▶ Task to carry out
From the entries below, gather each line containing the word "nowrap".
───── Extracted material
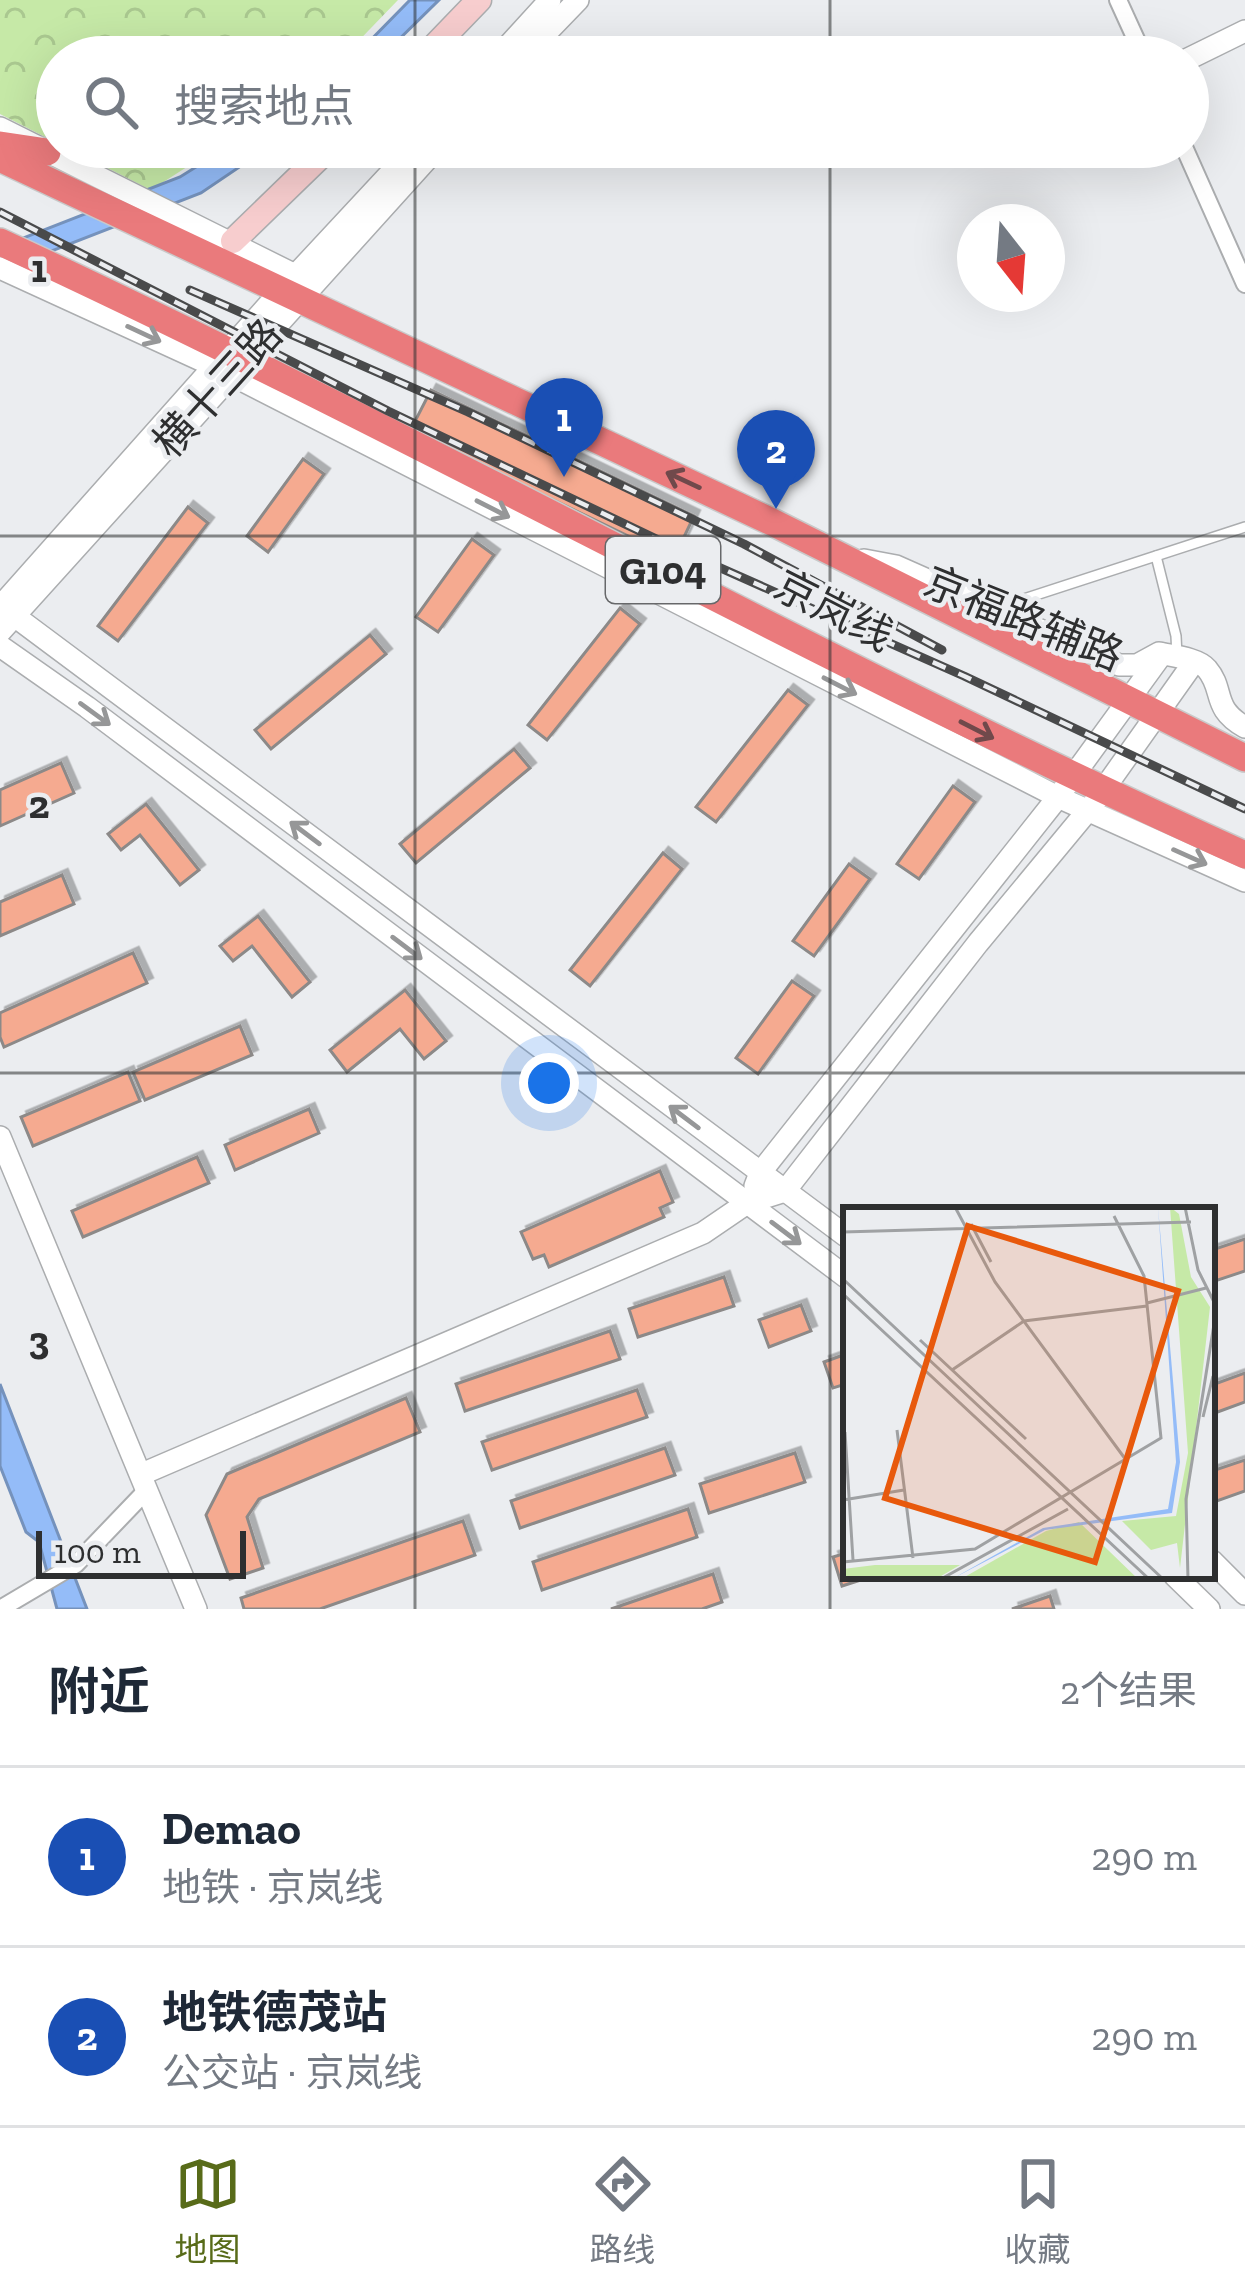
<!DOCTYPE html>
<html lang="zh">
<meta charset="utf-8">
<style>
body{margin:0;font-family:"Zilla Slab","Noto Sans SC",serif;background:#f2f2f3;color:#1f2937}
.compass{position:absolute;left:957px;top:204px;width:108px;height:108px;border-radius:50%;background:#fff;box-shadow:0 12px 48px #0002;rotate:163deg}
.scale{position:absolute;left:36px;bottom:30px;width:210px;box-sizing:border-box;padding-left:12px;border:6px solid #2e2f30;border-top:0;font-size:33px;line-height:42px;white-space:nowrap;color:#2e2f30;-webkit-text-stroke:9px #ebedf0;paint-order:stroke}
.you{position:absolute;left:549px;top:1083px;width:42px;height:42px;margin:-30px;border:9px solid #fff;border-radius:50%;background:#1a73e8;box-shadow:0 0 0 18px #1a73e833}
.badge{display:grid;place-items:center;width:78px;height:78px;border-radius:50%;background:#586b19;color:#fff;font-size:39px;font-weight:700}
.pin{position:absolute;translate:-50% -99px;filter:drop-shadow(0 3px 6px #0008)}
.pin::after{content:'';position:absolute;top:63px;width:42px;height:36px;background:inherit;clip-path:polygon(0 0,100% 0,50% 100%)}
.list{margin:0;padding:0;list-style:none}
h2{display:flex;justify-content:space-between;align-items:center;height:156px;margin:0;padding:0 48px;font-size:51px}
h2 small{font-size:39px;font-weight:400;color:#747a83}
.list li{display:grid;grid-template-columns:78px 1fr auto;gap:36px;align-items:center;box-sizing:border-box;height:180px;padding:0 48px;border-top:3px solid #e0e1e3}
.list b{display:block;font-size:45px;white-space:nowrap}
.list p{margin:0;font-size:39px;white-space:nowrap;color:#747a83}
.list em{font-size:39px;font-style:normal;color:#747a83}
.icon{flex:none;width:66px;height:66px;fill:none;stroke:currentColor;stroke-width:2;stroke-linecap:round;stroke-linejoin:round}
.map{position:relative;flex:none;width:1245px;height:1609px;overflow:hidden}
.search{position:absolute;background:#fff;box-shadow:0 12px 48px #0002;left:36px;right:36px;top:36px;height:132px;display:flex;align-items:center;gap:30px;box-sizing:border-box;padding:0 42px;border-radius:66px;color:#747a83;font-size:45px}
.sheet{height:516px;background:#fff}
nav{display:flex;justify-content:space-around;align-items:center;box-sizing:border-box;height:168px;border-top:3px solid #e0e1e3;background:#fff;font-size:33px;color:#747a83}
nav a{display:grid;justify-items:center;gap:6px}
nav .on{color:#586b19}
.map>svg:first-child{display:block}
</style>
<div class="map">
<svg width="1245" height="1609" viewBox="0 0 1245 1609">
<defs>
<pattern id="park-crowns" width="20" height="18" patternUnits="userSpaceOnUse" patternTransform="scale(3)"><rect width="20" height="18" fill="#c6e9a7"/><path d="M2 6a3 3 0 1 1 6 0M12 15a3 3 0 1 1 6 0" fill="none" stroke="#aac890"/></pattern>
<filter id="shadow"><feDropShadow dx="5.5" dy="-5.5" stdDeviation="0" flood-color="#0004"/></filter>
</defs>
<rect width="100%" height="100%" fill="#ebedf0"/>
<g fill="url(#park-crowns)">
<polygon points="0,0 398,0 343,57 57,57 57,143 0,114"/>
<polygon points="66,147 218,147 151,190"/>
</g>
<g fill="#94bcf8" stroke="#7592bc" stroke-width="3">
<polygon points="410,0 439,0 381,57 354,57"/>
<polygon points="228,147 269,147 201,193 0,271 0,247 180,177"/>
<polygon points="0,1384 87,1609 57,1609 39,1542 26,1532 0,1466"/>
</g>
<g fill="#f5aa90" stroke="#8c8988" stroke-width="3" filter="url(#shadow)">
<polygon points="431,390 694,516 674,558 410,431"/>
<polygon points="303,459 324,474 268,552 247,536"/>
<polygon points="188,507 208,523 118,641 98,626"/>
<polygon points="472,539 494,555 438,632 416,617"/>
<polygon points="620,608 640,624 547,740 528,725"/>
<polygon points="370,635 386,654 271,749 255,730"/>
<polygon points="788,690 808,705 716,822 696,807"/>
<polygon points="514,749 530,768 416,863 400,844"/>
<polygon points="61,763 74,793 0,826 0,790"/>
<polygon points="953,786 975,802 919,879 897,864"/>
<polygon points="146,804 199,870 180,885 140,835 121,850 108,834"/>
<polygon points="663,853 682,869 590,986 570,970"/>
<polygon points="849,864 870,879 814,956 793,941"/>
<polygon points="62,875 74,904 0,936 0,902"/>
<polygon points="258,916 310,982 292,997 252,946 233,961 220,946"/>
<polygon points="133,953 147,983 4,1047 0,1037 0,1013"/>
<polygon points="792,981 814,996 758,1074 736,1058"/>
<polygon points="405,990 446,1041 424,1059 400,1029 347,1072 330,1050"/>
<polygon points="240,1026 252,1055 145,1100 133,1072"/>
<polygon points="128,1072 140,1101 33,1146 21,1117"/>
<polygon points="309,1109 319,1133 235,1170 225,1145"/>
<polygon points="197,1157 209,1183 83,1237 72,1211"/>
<polygon points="660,1171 673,1202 660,1208 664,1217 549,1267 544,1255 533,1259 521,1232"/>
<polygon points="1245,1239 1245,1271 1212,1282 1212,1250"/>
<polygon points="724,1277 734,1306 638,1337 629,1309"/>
<polygon points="801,1305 811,1331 769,1347 759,1320"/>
<polygon points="610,1331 620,1359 465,1411 456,1384"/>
<polygon points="846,1354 846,1384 833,1388 824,1362"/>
<polygon points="1245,1373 1245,1402 1212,1414 1212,1385"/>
<polygon points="637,1390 647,1417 492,1470 482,1442"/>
<polygon points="406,1398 420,1432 259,1499 247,1517 263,1568 230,1579 206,1515 227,1474"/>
<polygon points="665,1448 675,1475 520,1528 511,1501"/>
<polygon points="795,1453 805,1482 709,1513 700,1484"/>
<polygon points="1245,1460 1245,1491 1214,1502 1212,1471"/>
<polygon points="688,1509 697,1537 542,1590 533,1562"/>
<polygon points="463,1521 475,1555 320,1609 244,1609 241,1598"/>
<polygon points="846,1553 846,1576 873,1576 842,1586 833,1557"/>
<polygon points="713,1574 722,1602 702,1609 611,1609"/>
<polygon points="1050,1596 1054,1609 1012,1609"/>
</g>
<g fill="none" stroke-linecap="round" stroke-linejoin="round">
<defs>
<g id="service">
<polyline points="1156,556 1176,636 1177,656"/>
<polyline points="999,607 1245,527"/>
</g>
<g id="minor">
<polyline points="1118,0 1144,57"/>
<polyline points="1184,147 1245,284"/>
<polyline points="0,1609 76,1564 145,1492"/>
</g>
<g id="tertiary">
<polyline points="498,57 550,0"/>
<polyline points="523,57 578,0"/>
<polyline points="1188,59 1245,31"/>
<polyline points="0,128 297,276 297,288"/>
<polyline points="0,268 214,366 1058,797 1245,881"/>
<path d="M864,560L896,566L1119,665H1137L1159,653C1172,656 1198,658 1207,669C1225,690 1211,708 1245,727"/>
<polyline points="1,606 846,1236"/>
<polyline points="0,607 280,292 415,147"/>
<polyline points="0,632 438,147"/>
<polyline points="0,646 87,707 846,1277"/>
<polyline points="0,1137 196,1609"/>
<polyline points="755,1186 760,1173 1058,797 1162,654"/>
<polyline points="142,1474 703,1233 747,1203 785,1191 978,943 1094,803 1194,662"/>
<polyline points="1212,1561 1245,1594"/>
<polyline points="1175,1576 1209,1609"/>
</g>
<g id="secondary">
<polyline points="424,57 479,0"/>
<polyline points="233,241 330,147"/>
</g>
<g id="trunk">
<polyline points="0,145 47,152"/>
<polyline points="0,158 772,522 1245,758"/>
<path d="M0,242C420,436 823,665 1245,855"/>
</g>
</defs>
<use href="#service" stroke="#abadaf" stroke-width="12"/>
<use href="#minor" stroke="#abadaf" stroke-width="20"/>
<use href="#tertiary" stroke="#abadaf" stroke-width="24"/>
<use href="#secondary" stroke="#abadaf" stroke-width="27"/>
<use href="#trunk" stroke="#c9c9c9" stroke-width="30"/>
<use href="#service" stroke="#fff" stroke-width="9"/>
<use href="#minor" stroke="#fff" stroke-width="16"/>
<use href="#tertiary" stroke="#fff" stroke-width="21"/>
<use href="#secondary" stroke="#f7cdce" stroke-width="24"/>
<use href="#trunk" stroke="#ea7a7c" stroke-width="27"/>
<defs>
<g id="rail">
<polyline points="0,212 388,411 671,546 964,676 1245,809"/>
<polyline points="190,290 468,412 744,544 942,650"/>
</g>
</defs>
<use href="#rail" stroke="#494a4b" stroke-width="9"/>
<use href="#rail" stroke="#ebedf0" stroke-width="4.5" stroke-dasharray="14" stroke-linecap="butt"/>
</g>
<defs><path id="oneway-shaft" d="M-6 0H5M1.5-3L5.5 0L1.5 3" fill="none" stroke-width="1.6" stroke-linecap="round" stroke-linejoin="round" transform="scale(3)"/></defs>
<g stroke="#969798">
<use href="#oneway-shaft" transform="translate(144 334) rotate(25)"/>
<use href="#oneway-shaft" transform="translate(493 509) rotate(27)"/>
<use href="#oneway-shaft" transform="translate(840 686) rotate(27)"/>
<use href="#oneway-shaft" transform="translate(95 714) rotate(36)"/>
<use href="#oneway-shaft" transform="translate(305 833) rotate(-143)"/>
<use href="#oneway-shaft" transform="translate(1190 857) rotate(24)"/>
<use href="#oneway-shaft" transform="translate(407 948) rotate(37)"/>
<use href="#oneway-shaft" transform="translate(684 1117) rotate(-143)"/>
<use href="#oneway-shaft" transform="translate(786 1233) rotate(37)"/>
</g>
<g stroke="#70494b">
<use href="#oneway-shaft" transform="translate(683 480) rotate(-155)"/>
<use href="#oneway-shaft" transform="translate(977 730) rotate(27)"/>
</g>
<path fill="none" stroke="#2e2f30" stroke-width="3" stroke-opacity="0.55" d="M415,0V57M830,0V57M415,147V1609M830,147V1609M0,536H1245M0,1073H1245"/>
<g text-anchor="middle" stroke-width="9" stroke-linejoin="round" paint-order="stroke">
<rect fill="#ebedf0" stroke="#67686a" stroke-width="3" x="606" y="537" width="114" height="66" rx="9"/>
<g font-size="39" font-weight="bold" fill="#2e2f30">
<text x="663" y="584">G104</text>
</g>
<g font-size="42" fill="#2e2f30" stroke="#ebedf0">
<text transform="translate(217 388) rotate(-48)" y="15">横十三路</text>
<text transform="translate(834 610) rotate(27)" y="15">京岚线</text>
<text transform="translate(1024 618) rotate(22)" y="15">京福路辅路</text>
</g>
</g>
<g transform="translate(843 1207)">
<rect width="372" height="372" fill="#ebedf0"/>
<path d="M117,358L93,372H0V362L32,358Z" fill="#c6e9a7"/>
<path d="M327,0L336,7L348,70L367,100L337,361L334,336L308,343L279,314L333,309L345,246ZM236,315L295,372H118L203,324Z" fill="#c6e9a7"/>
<path d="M315,0L337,255L329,306L202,323L109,372L200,321L325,302L333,255Z" fill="#94bcf8"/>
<path fill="none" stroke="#9fa1a3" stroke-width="3" d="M112,0L152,75L283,253M342,0L355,63L372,97M128,17L148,55M0,25L348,15M0,72L320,372M0,87L306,372M304,96L363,81M77,133L183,232M109,163L181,114L304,99M360,210L370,169M54,223L70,351M2,225L10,353M0,293L61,283M0,355L132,342L318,231L301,69L271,9M98,372L225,302M345,372L343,292L372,111"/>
<path fill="#e8590c" fill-opacity="0.15" stroke="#e8590c" stroke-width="6" d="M125,19L335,84L252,355L42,291Z"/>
<rect width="372" height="372" fill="none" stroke="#2e2f30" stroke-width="6"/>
</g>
<g font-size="39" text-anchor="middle" font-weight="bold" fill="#2e2f30" stroke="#ebedf0" stroke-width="9" stroke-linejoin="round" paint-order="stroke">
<text x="39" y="282">1</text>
<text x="39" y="818">2</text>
<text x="39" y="1354">3</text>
</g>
</svg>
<svg class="compass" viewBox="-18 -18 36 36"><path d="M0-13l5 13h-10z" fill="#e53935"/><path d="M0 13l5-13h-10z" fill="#747a83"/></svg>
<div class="scale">100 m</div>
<div class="you"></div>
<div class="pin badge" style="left:564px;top:477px;background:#1a4fb4">1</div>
<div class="pin badge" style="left:776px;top:509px;background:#1a4fb4">2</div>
<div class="search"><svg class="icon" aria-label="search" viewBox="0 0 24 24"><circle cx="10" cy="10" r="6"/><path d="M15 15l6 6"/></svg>搜索地点</div>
</div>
<section class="sheet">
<h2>附近<small>2个结果</small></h2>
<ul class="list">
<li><span class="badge" style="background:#1a4fb4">1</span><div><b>Demao</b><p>地铁 · 京岚线</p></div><em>290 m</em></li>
<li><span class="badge" style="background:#1a4fb4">2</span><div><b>地铁德茂站</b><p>公交站 · 京岚线</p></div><em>290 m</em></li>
</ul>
</section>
<nav>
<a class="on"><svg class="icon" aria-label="map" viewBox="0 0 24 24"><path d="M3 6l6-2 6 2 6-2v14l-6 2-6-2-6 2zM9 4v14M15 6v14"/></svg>地图</a>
<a><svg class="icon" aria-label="directions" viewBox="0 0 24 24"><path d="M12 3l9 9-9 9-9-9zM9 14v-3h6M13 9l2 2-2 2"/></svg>路线</a>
<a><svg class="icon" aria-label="saved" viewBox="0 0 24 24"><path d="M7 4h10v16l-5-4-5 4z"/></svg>收藏</a>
</nav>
──────────
▶ Reply
.scale{position:absolute;left:36px;bottom:30px;width:210px;box-sizing:border-box;padding-left:12px;border:6px solid #2e2f30;border-top:0;font-size:33px;line-height:42px;white-space:nowrap;color:#2e2f30;-webkit-text-stroke:9px #ebedf0;paint-order:stroke}
.list b{display:block;font-size:45px;white-space:nowrap}
.list p{margin:0;font-size:39px;white-space:nowrap;color:#747a83}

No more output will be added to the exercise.